Es que, no podemos tener conciencia de nuestra propia mismidad, si no existe alguien que nos hable. No tendremos conciencia posible de nuestra propia vida si no hay un “otro” que, al dirigirnos la palabra, pueda demostrar que existimos.
El peor de los tormentos, para un ser humano, es aislarlo comunicacionalmente. Aquella trillada frase “lo maté con la indiferencia”, no es una mera metáfora u otro dicho popular más, tiene mucho de verdad y hasta puede resultar “literal”.
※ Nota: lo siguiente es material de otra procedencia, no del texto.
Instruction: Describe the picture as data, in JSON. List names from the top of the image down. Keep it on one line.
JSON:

Hacemos énfasis en las ofensas, en los ataques y agravios “hechos por acción” pero, subestimamos o ignoramos el efecto, muchas veces criminal de nuestras omisiones. El olvido, la ausencia o la indiferencia, en cualquiera de sus versiones, no es una actitud pasiva, no.
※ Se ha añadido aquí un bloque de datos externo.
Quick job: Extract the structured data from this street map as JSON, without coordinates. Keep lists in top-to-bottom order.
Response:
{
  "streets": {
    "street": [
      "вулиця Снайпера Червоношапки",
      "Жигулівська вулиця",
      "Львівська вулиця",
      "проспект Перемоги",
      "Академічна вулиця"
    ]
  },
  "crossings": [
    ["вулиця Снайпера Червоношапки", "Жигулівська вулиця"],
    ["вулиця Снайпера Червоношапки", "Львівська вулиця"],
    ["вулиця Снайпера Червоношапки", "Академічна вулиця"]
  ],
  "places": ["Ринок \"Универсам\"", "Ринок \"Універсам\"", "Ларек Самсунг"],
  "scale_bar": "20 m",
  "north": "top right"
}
Constituye una conducta deliberada y cuyo mantenimiento y vigencia implica una decisión que se renueva día a día y momento tras momento. No es inercia; es impulso que renovamos con energía. Implica mucho más “militancia y conciencia de acción”, consumar un olvido que plasmar un recuerdo. Olvidar no es “dejarse estar” o permanecer en un estado neutral. ¡No!
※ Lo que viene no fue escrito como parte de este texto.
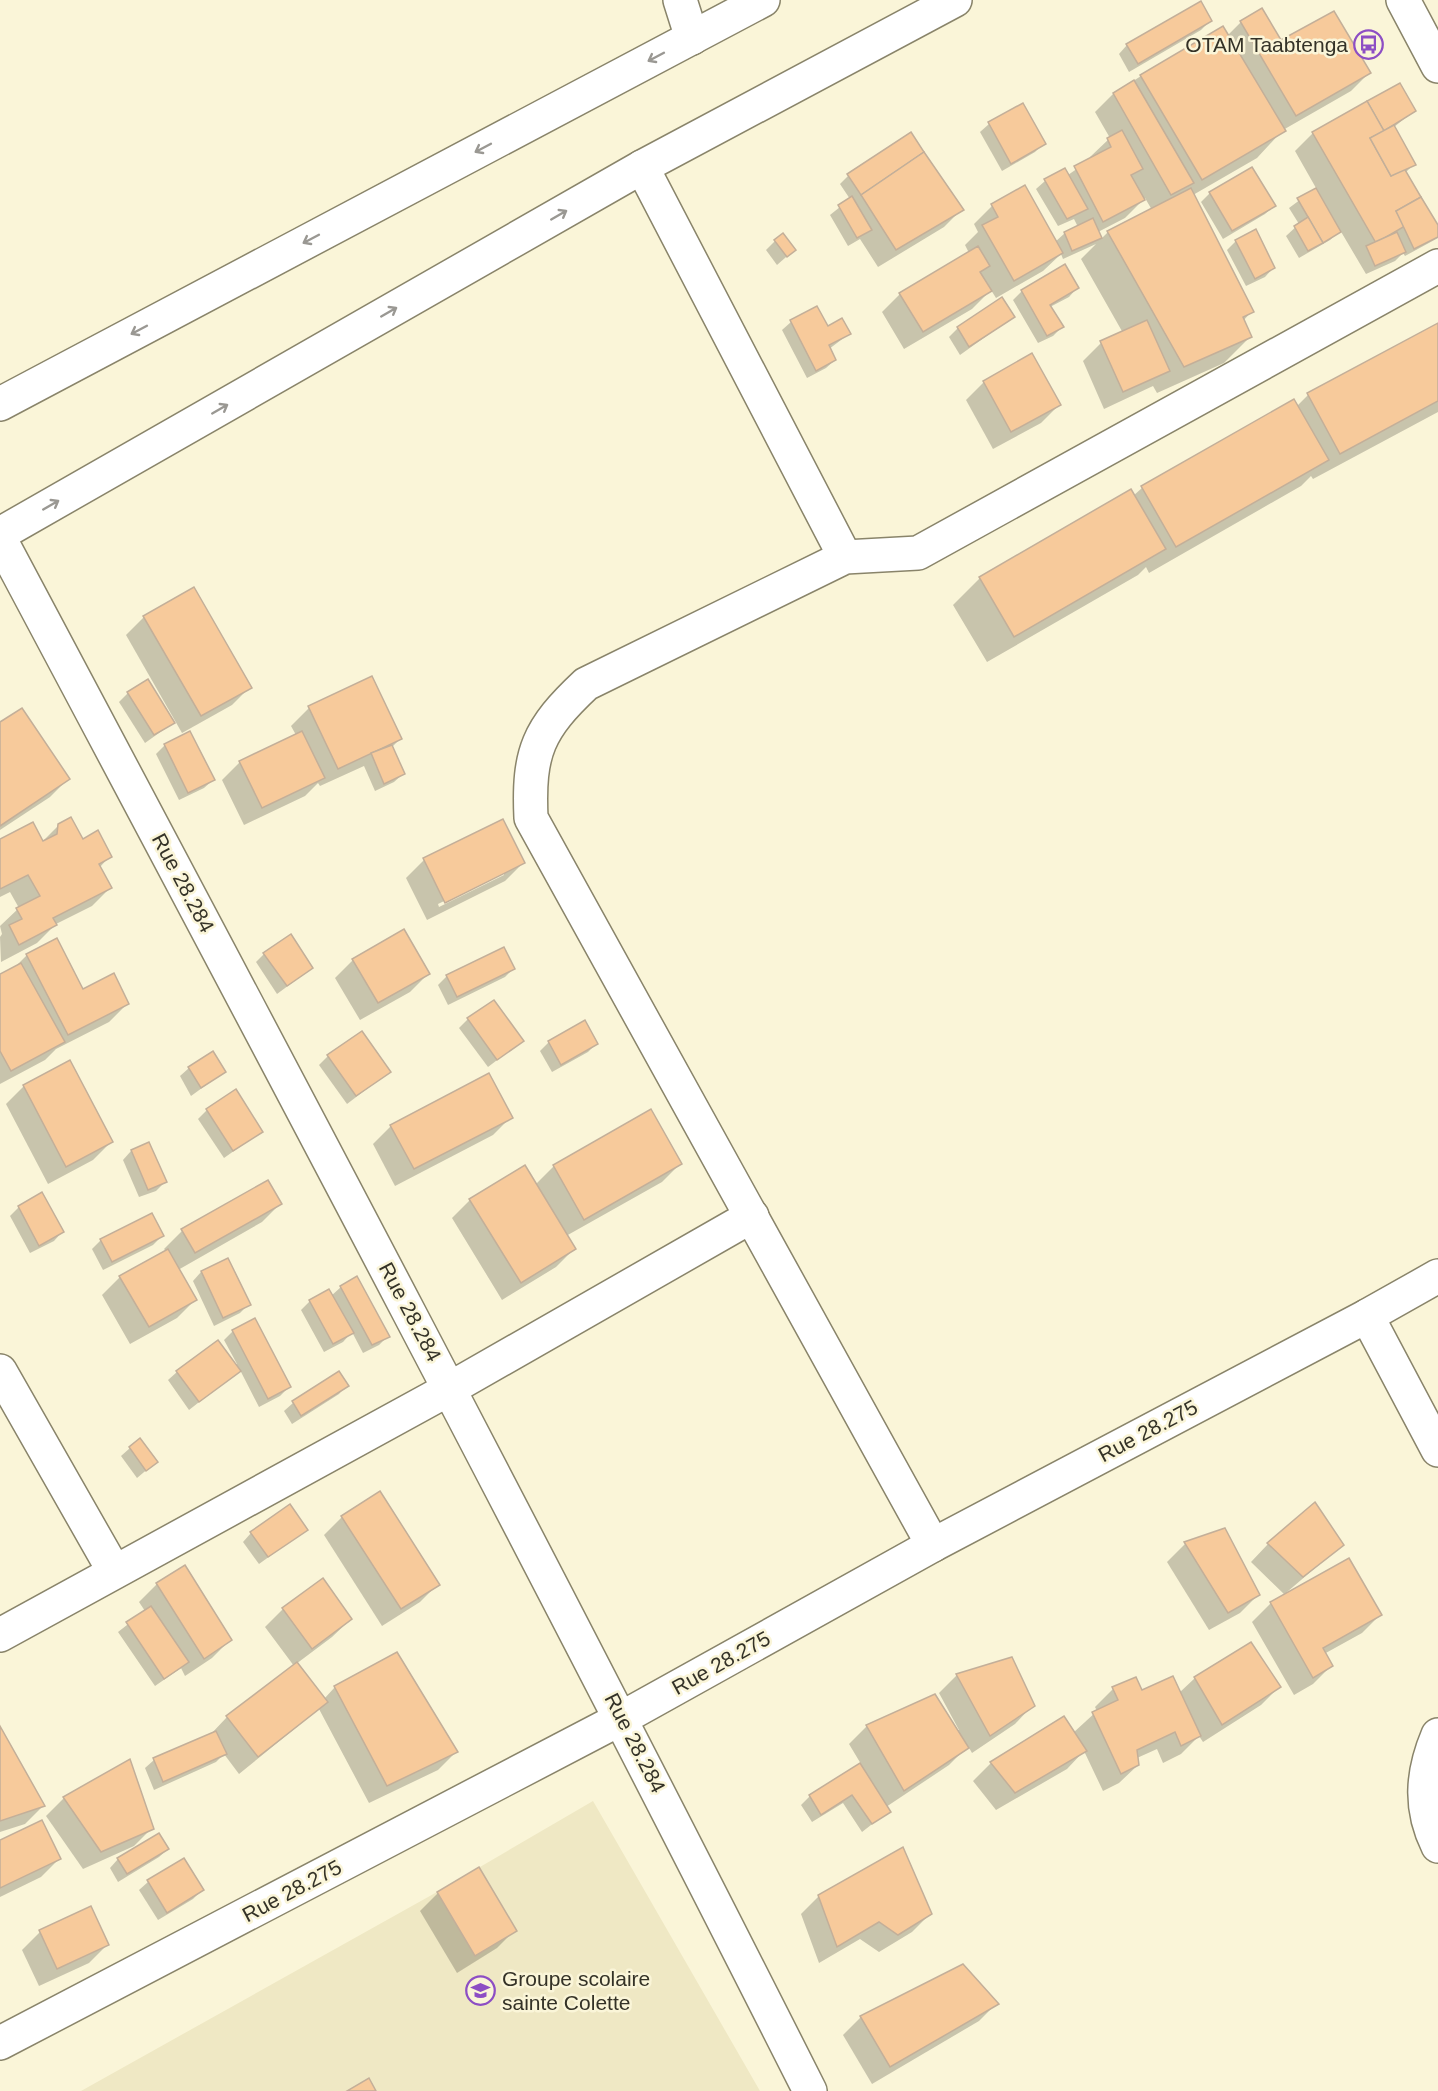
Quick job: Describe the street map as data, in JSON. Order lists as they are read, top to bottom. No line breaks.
{"streets":{"street":["Rue 28.284","Rue 28.275"]},"crossings":[["Rue 28.284","Rue 28.275"]],"places":{"bus stop":["OTAM Taabtenga"],"school or university":["Groupe scolaire sainte Colette"]}}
Olvidar o ignorar es acometer la más virulenta y perversa de las iniciativas que puede inspirar, ya no el odio, sino algo de mucha mayor magnitud: el desprecio. Los desplantes, los olvidos y aquella lapidaria sentencia; “Para mí, ya murió”, lastiman a veces más que una agresión física y, paradójicamente, resultan ser el grito más desaforado que, sin aturdir los sentidos, hace cimbrar el alma.
Podrás, en un momento de ira, ofender con palabras a alguien pero, ten cuidado; no le digas jamás a nadie, con tu silencio y tu ausencia, que él no existe. Que resuenen los timbres y las alarmas de los teléfonos; que brillen las miradas que acarician y se liberen las gargantas para pronunciar un: “Te quiero” o un “te extraño”.
Que se abran como abanicos los bazos para estrechar cuerpos escuálidos y se agiten los corazones fríos, para espantar ausencias y olvidar olvidos.